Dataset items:
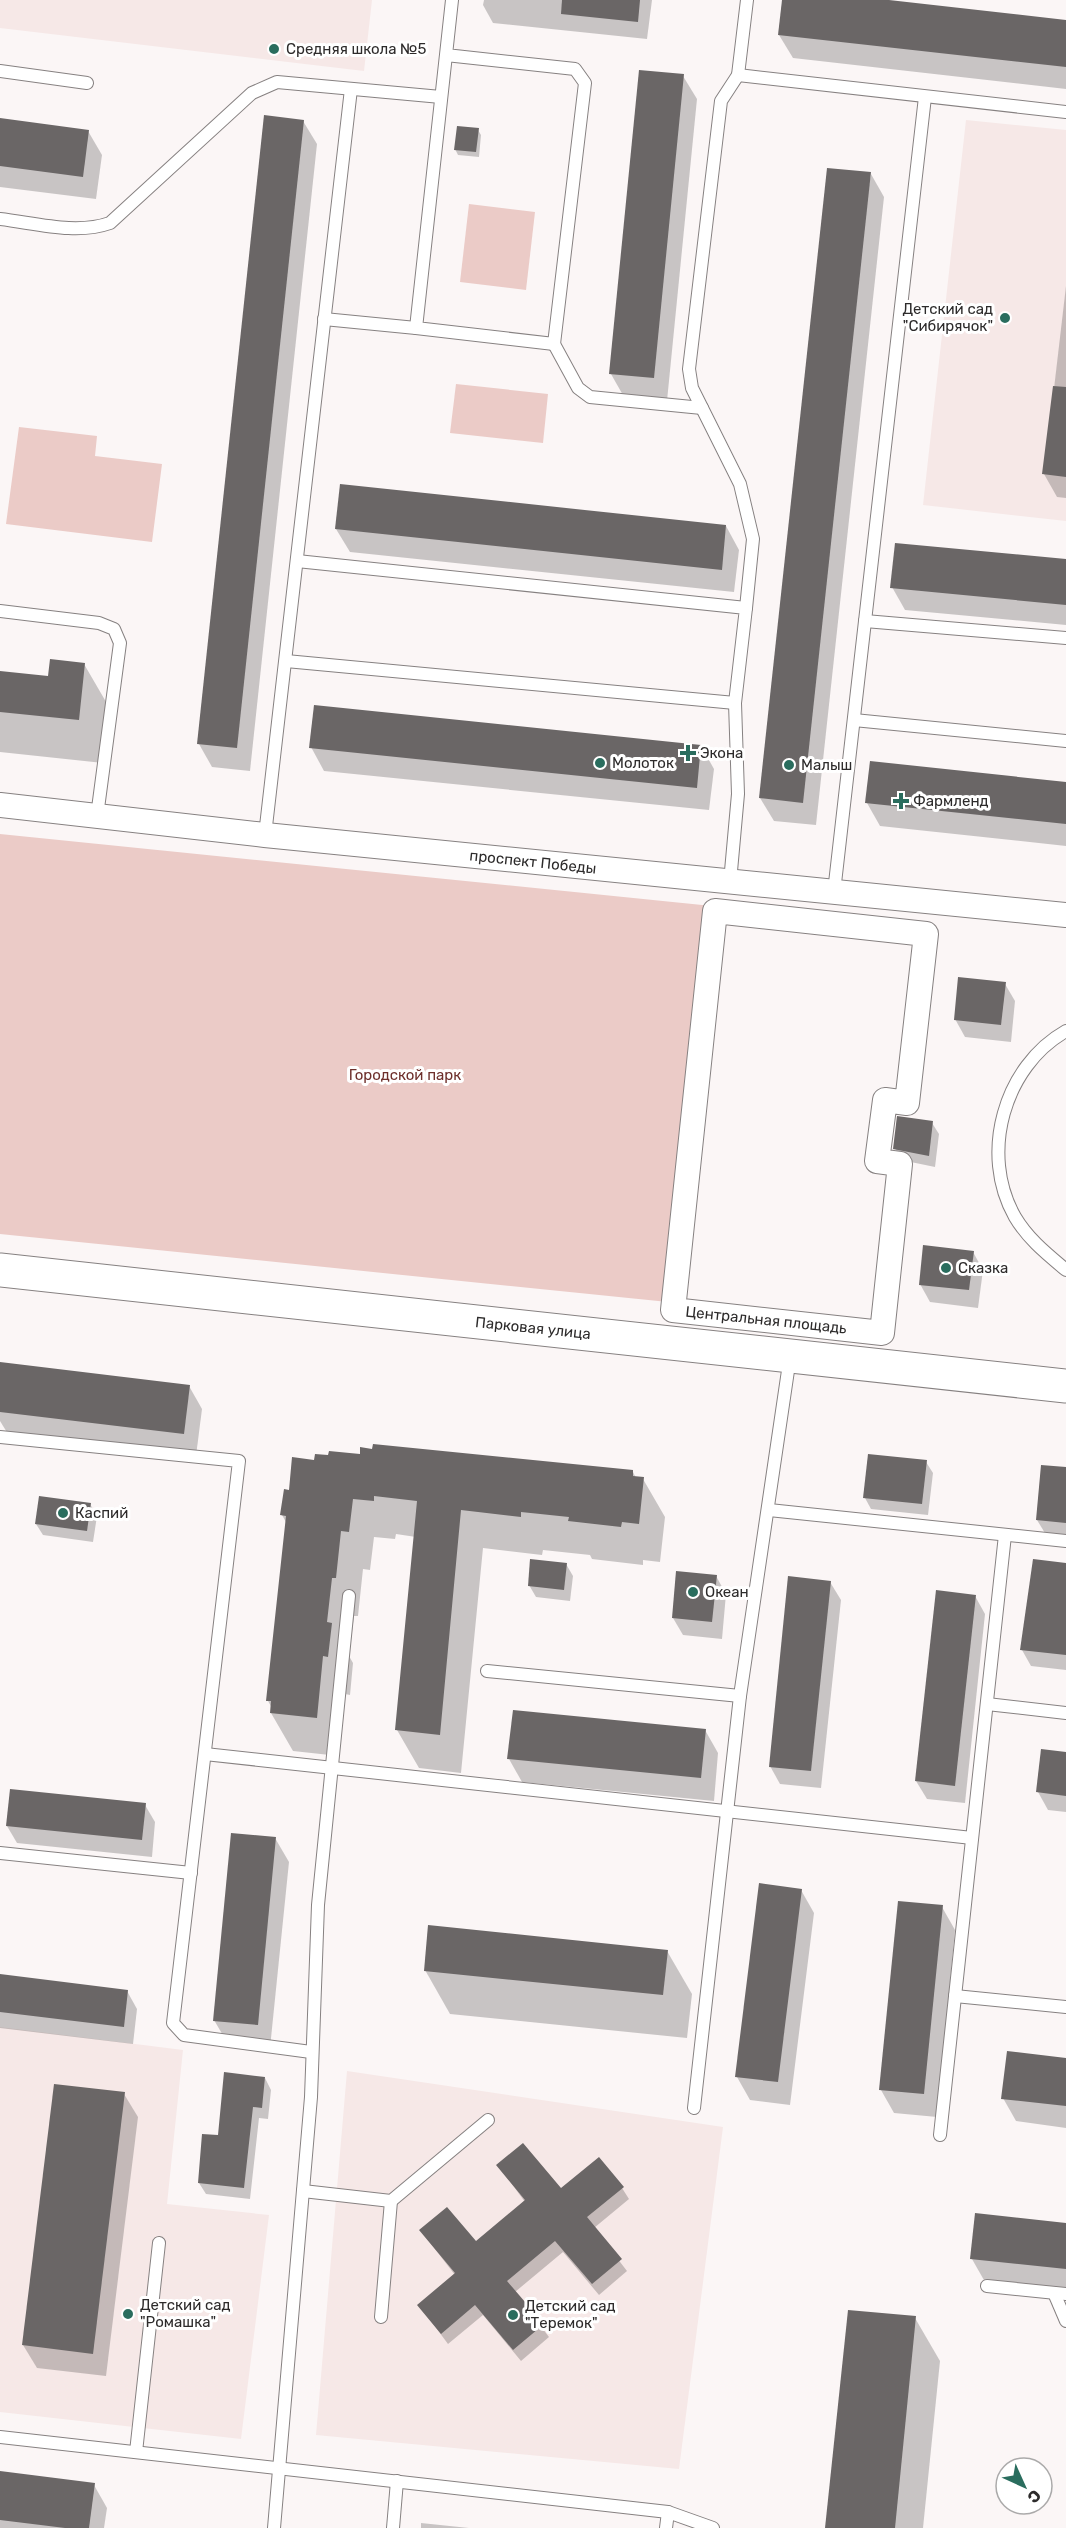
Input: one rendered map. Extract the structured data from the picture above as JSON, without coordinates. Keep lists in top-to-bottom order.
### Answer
{
  "streets": {
    "street": ["проспект Победы", "Центральная площадь", "Парковая улица"]
  },
  "parks": ["Городской парк"],
  "places": {
    "other": [
      "Средняя школа №5",
      "Детский сад \"Сибирячок\"",
      "Молоток",
      "Малыш",
      "Сказка",
      "Каспий",
      "Океан",
      "Детский сад \"Ромашка\"",
      "Детский сад \"Теремок\""
    ],
    "health": ["Экона", "Фармленд"]
  },
  "north": "bottom right"
}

• Aim of the task:
Retype the data shown above exactly, excluding any picture it contains.

• Expected answer:
Input: one rendered map. Extract the structured data from the picture above as JSON, without coordinates. Keep lists in top-to-bottom order.
### Answer
{
  "streets": {
    "street": ["проспект Победы", "Центральная площадь", "Парковая улица"]
  },
  "parks": ["Городской парк"],
  "places": {
    "other": [
      "Средняя школа №5",
      "Детский сад \"Сибирячок\"",
      "Молоток",
      "Малыш",
      "Сказка",
      "Каспий",
      "Океан",
      "Детский сад \"Ромашка\"",
      "Детский сад \"Теремок\""
    ],
    "health": ["Экона", "Фармленд"]
  },
  "north": "bottom right"
}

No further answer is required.